US stocks are coming out of an intensely volatile week, when the benchmark indexes swung wildly amid news on tariffs. The swing was most extreme after Trump on Wednesday announced a 90-day pause on the levies for most countries except China. Stocks soared on that, with the S&P 500 notching its best one-day gain in 17 years and capping its best week since 2023.

Typically, extreme rallies are associated with periods of market distress. The S&P 500’s best days in history have usually preceded weaker-than-average returns in the near term.

Following its 15 largest daily gains, the US stock benchmark was higher six months later just 43% of the time, Bloomberg Intelligence data going back to 1928 show.

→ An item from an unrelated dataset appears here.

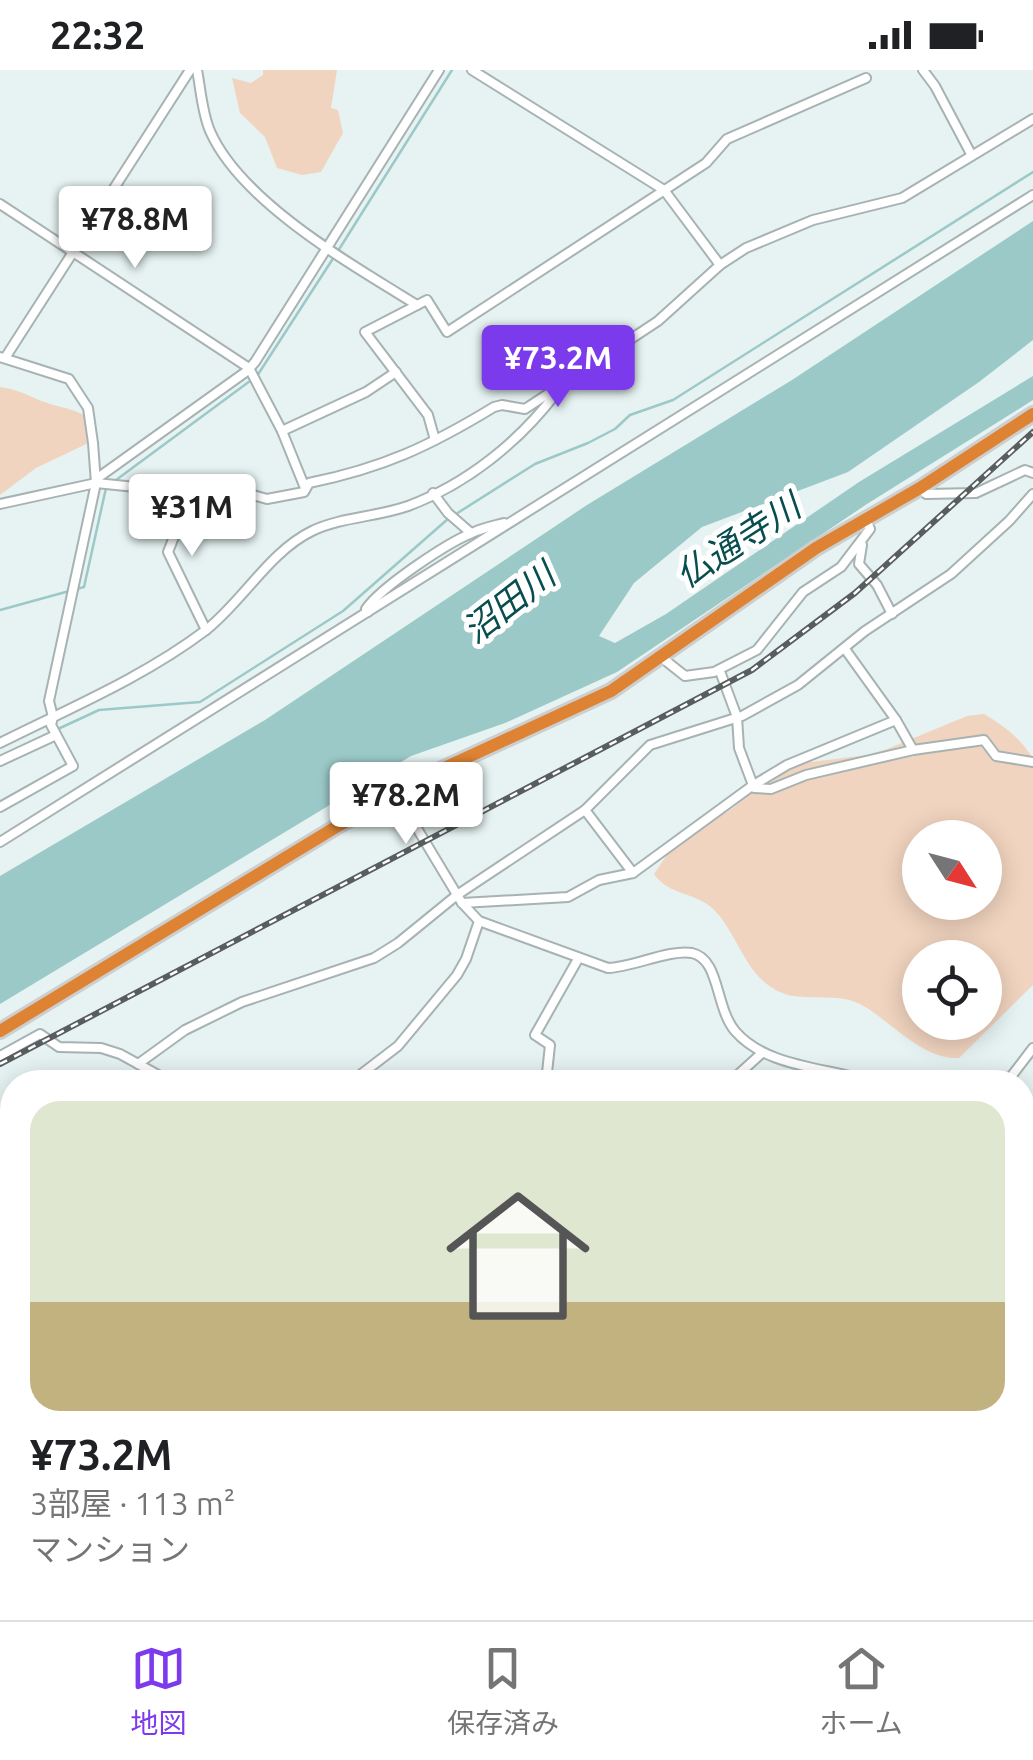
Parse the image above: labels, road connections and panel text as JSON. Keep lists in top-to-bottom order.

That’s lower than the 67% probability on any given day that the gauge will advance over the subsequent half year.

In the midst of this, the first-quarter earnings season has just kicked off, with major American corporations such as Bank of America Corp., Johnson & Johnson and United Airlines Holdings Inc. set to report this week.

“First-quarter reporting season has begun and in a reporting season like no other, results will not matter,” said Julian Emanuel, chief equity and quantitative strategist at Evercore ISI. “Focus is likely to hinge heavily on guidance and how companies are navigating tariffs and demand outlook from a shaky growth environment.”

Meanwhile, data from Deutsche Bank shows equity positioning is below the bottom of its typical range, as discretionary investors raised positioning modestly after the reciprocal tariff reprieve but systematic strategies continued to trim sharply.

“The equity selloff so far has been driven largely by a sharp cut in positioning,” said Parag Thatte, strategist at Deutsche Bank. “However, inflows, that is new money, have continued to move into equities right through the selloff.”

Market watchers are continuing to advise caution, especially amid signs that bond markets are under stress. The tariff turmoil pushed 10-year US Treasury yields to the biggest weekly surge in over two decades as investors pulled back from US assets.

The benchmark’s rate has jumped to 4.49%, threatening to deal another blow to the US economy by pushing up borrowing costs more broadly. It also raises doubts on Treasuries’ status as the world’s safe haven, as they were battered along with the stock market for much of last week.

“Although some of the worst-case scenarios will probably not come to fruition, it does not mean that the stock market will bounce back as aggressively or sustainably as it has after other deep corrections/bear markets of the past 7 to 8 years,” said Matt Maley, chief market strategist at Miller Tabak + Co. “The ‘reset process’ will continue and investors should act accordingly.”